Goal of the exercise: Retype exactly the lines that run from the line with "Task: Serialize what" to the final line of the entries, keeping both ends and nothing else.

Extracted material:
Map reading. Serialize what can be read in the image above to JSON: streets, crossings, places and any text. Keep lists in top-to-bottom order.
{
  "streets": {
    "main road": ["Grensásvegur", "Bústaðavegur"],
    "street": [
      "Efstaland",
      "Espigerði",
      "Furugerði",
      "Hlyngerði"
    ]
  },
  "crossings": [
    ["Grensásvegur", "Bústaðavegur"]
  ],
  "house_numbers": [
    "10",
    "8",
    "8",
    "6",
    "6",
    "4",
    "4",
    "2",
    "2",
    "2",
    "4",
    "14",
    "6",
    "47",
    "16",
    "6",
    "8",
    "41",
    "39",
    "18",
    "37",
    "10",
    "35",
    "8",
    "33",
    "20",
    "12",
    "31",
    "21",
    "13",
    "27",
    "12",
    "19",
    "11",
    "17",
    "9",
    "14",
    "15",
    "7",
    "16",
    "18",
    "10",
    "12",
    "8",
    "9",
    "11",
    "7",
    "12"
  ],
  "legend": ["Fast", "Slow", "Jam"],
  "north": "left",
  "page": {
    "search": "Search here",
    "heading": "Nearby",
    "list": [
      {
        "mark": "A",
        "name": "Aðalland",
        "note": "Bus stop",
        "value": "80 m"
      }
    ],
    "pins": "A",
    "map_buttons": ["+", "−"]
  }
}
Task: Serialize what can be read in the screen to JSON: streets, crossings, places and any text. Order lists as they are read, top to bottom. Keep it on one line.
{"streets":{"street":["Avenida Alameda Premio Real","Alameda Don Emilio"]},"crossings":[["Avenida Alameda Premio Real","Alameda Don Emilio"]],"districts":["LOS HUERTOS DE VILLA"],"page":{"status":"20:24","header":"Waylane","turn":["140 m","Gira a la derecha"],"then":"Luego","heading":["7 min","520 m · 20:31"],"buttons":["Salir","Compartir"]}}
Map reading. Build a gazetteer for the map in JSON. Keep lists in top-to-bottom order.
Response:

Solution for this problem:
Task: Serialize what can be read in the screen to JSON: streets, crossings, places and any text. Order lists as they are read, top to bottom. Keep it on one line.
{"streets":{"street":["Avenida Alameda Premio Real","Alameda Don Emilio"]},"crossings":[["Avenida Alameda Premio Real","Alameda Don Emilio"]],"districts":["LOS HUERTOS DE VILLA"],"page":{"status":"20:24","header":"Waylane","turn":["140 m","Gira a la derecha"],"then":"Luego","heading":["7 min","520 m · 20:31"],"buttons":["Salir","Compartir"]}}
Map reading. Build a gazetteer for the map in JSON. Keep lists in top-to-bottom order.
Response:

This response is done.